# TASK OBJECTIVE:
Go through the data below and repeat it exactly, skipping each picture.

[DATA TO EXAMINE — start]

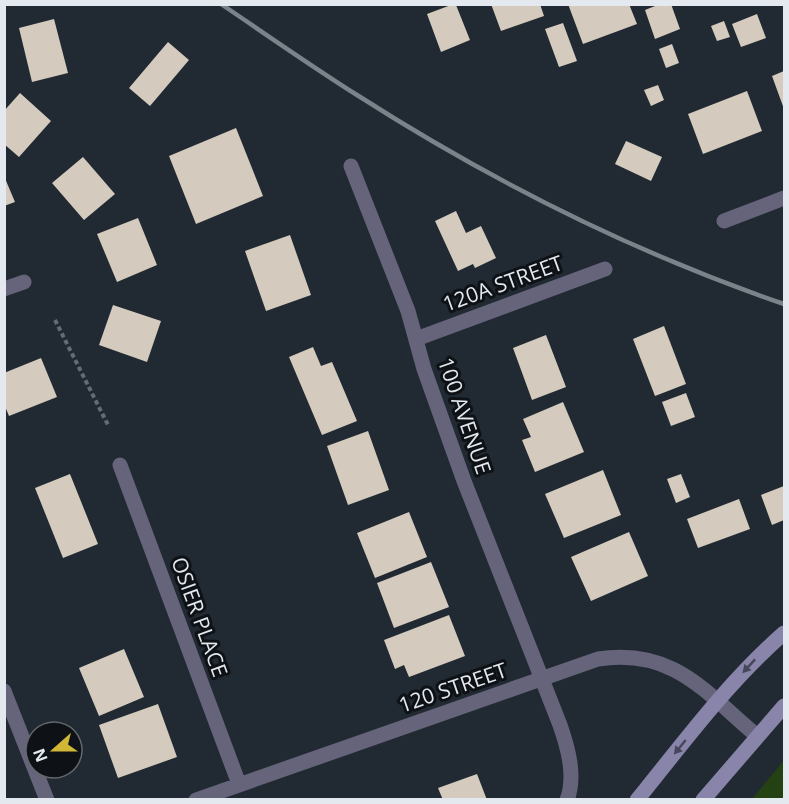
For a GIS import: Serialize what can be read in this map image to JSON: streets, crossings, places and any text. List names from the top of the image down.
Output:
{
  "streets": {
    "street": [
      "120A STREET",
      "100 AVENUE",
      "OSIER PLACE",
      "120 STREET"
    ]
  },
  "crossings": [
    ["120A STREET", "100 AVENUE"],
    ["100 AVENUE", "120 STREET"],
    ["OSIER PLACE", "120 STREET"]
  ],
  "north": "left"
}
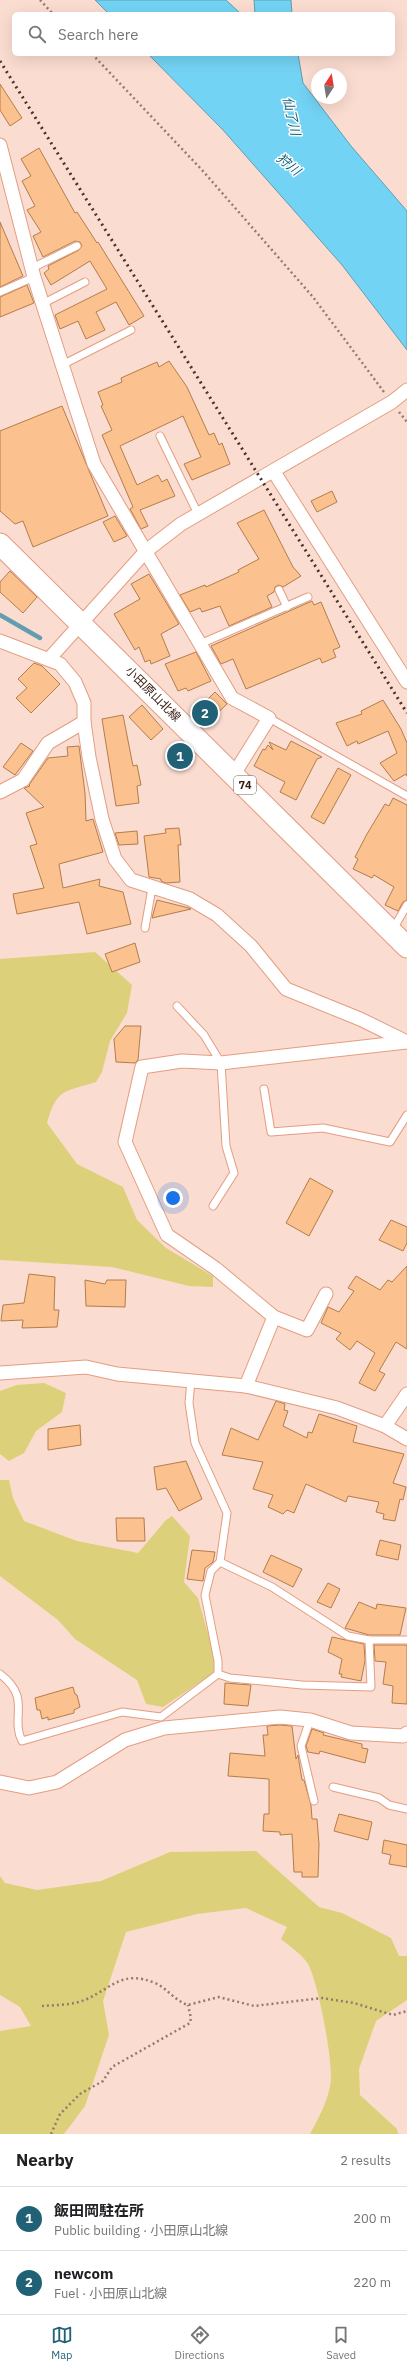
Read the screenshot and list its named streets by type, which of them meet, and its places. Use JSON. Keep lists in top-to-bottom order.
{
  "streets": {
    "main road": ["小田原山北線", "74"]
  },
  "water": ["仙了川", "狩川"],
  "north": "top",
  "page": {
    "search": "Search here",
    "pins": ["2", "1"],
    "heading": ["Nearby", "2 results"],
    "list": [
      {
        "mark": "1",
        "name": "飯田岡駐在所",
        "note": "Public building · 小田原山北線",
        "value": "200 m"
      },
      {
        "mark": "2",
        "name": "newcom",
        "note": "Fuel · 小田原山北線",
        "value": "220 m"
      }
    ],
    "nav": ["Map", "Directions", "Saved"]
  }
}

[DATA TO EXAMINE — finish]

# SOLUTION FOR THIS EXERCISE:
For a GIS import: Serialize what can be read in this map image to JSON: streets, crossings, places and any text. List names from the top of the image down.
Output:
{
  "streets": {
    "street": [
      "120A STREET",
      "100 AVENUE",
      "OSIER PLACE",
      "120 STREET"
    ]
  },
  "crossings": [
    ["120A STREET", "100 AVENUE"],
    ["100 AVENUE", "120 STREET"],
    ["OSIER PLACE", "120 STREET"]
  ],
  "north": "left"
}
Read the screenshot and list its named streets by type, which of them meet, and its places. Use JSON. Keep lists in top-to-bottom order.
{
  "streets": {
    "main road": ["小田原山北線", "74"]
  },
  "water": ["仙了川", "狩川"],
  "north": "top",
  "page": {
    "search": "Search here",
    "pins": ["2", "1"],
    "heading": ["Nearby", "2 results"],
    "list": [
      {
        "mark": "1",
        "name": "飯田岡駐在所",
        "note": "Public building · 小田原山北線",
        "value": "200 m"
      },
      {
        "mark": "2",
        "name": "newcom",
        "note": "Fuel · 小田原山北線",
        "value": "220 m"
      }
    ],
    "nav": ["Map", "Directions", "Saved"]
  }
}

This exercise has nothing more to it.